Setuju atau tidak, pelecehan seksual sebenarnya sering terjadi di sekitar kita. Hanya saja, masyarakat Indonesia merasa masih terlalu tabu untuk membicarakannya. Kebanyakan korban pelecehan seksual tak ingin membicarakan apa yang dialami karena mereka mengetahui sesuatu. Ya, mereka tahu akan disalahkan, meskipun mereka korban.

Pelecehan seksual menurut Macionis (1996 : 261) dalam Pengantar Sosiologi oleh Kamanto Sunarto adalah “Komentar, isyarat, atau kontak fisik yang bersifat seks, diulang-ulang, dan tidak dikehendaki.” Siapa pula yang menghendaki untuk menjadi korban pelecehan seksual?

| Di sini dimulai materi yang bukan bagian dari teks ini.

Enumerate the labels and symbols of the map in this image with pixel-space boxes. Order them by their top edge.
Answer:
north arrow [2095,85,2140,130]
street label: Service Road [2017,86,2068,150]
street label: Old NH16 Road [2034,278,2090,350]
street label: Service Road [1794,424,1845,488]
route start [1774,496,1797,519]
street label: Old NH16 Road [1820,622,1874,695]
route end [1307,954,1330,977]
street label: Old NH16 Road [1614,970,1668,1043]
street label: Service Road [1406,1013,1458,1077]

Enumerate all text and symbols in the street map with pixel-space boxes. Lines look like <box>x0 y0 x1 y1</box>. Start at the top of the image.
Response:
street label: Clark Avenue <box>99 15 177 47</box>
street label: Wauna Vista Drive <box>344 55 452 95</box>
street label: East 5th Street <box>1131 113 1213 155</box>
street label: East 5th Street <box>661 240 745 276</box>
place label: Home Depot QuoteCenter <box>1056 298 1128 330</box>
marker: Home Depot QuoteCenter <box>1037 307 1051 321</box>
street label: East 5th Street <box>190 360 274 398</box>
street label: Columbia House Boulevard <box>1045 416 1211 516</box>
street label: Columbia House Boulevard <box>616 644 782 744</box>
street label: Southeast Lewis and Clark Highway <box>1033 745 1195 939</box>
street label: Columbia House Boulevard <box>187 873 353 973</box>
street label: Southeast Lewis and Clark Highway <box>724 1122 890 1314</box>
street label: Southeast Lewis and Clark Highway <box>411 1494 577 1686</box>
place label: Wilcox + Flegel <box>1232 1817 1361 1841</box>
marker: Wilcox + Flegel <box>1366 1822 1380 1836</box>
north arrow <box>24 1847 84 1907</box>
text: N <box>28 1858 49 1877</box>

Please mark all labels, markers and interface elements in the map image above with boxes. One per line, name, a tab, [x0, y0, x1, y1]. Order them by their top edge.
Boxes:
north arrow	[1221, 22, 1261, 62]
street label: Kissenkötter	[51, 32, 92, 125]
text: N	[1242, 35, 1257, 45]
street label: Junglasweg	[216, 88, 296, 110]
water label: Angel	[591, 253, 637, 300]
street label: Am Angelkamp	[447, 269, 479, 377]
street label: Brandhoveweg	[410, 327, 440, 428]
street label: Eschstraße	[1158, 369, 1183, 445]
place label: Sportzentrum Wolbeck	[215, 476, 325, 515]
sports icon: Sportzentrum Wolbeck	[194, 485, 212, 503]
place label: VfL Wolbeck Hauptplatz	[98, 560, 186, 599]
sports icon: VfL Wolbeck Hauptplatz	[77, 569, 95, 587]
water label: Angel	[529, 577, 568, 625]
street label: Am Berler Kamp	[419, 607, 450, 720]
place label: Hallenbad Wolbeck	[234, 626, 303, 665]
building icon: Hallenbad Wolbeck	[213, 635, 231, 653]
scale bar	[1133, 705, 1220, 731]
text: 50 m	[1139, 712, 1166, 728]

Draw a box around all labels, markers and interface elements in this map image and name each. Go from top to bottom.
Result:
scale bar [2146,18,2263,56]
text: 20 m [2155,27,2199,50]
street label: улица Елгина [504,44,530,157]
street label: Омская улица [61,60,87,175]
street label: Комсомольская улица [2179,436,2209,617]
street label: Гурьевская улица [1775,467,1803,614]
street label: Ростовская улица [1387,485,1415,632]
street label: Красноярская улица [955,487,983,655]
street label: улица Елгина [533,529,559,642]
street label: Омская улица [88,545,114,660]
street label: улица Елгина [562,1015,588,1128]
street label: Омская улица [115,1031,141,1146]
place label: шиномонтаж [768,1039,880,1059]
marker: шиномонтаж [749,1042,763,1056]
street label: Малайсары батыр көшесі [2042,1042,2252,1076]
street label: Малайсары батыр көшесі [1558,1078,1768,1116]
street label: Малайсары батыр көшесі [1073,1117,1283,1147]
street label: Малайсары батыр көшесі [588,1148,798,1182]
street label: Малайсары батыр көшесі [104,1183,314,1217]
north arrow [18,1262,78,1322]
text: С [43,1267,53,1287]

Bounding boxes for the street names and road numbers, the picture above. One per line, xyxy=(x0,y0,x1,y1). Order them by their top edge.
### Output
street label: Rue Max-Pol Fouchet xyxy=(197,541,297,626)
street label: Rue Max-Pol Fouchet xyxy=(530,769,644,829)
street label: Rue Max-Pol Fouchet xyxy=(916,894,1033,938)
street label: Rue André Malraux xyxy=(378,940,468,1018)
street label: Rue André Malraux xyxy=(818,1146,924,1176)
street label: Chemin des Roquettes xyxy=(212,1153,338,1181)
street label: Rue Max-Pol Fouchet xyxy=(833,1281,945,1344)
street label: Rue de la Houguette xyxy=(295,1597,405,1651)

Tidak pernah ada! Meski begitu, korban pelecehan seksual tetap saja disalahkan.

Sebenarnya pelecehan seksual terjadi hampir tiap saat dan dimana saja. Pemerkosaan bukan hanya satu-satunya tindak pelcehan seksual. “Eh neng cantik mau kemana?” adalah contohnya. Hal sepele seperti menggoda orang yang lewat di pinggir jalan seperti itu termasuk pelecehan seksual. Kegiatan menggoda ini lebih sering disebut catcalling.

Tak hanya pemerkosaan dan catcalling, ketika ada bagian tubuh tertentu yang disentuh secara sengaja juga merupakan pelecehan seksual. Terlebih lagi yang disentuh adalah bagian yang “pribadi”. Pelecehan seksual seperti catcalling sering terjadi di jalan raya, halte bus, dan berbagai tempat umum lainnya. Sedangkan pelecehan seksual berupa menyentuh bagian tubuh biasanya di tempat yang penuh kerumunan, seperti di dalam tranportasi umum, yaitu kereta, bus, dan lainnya. Para pelaku bisa bertindak karena mereka beranggapan pada saat seperti itulah mereka bisa mengambil “keuntungan”.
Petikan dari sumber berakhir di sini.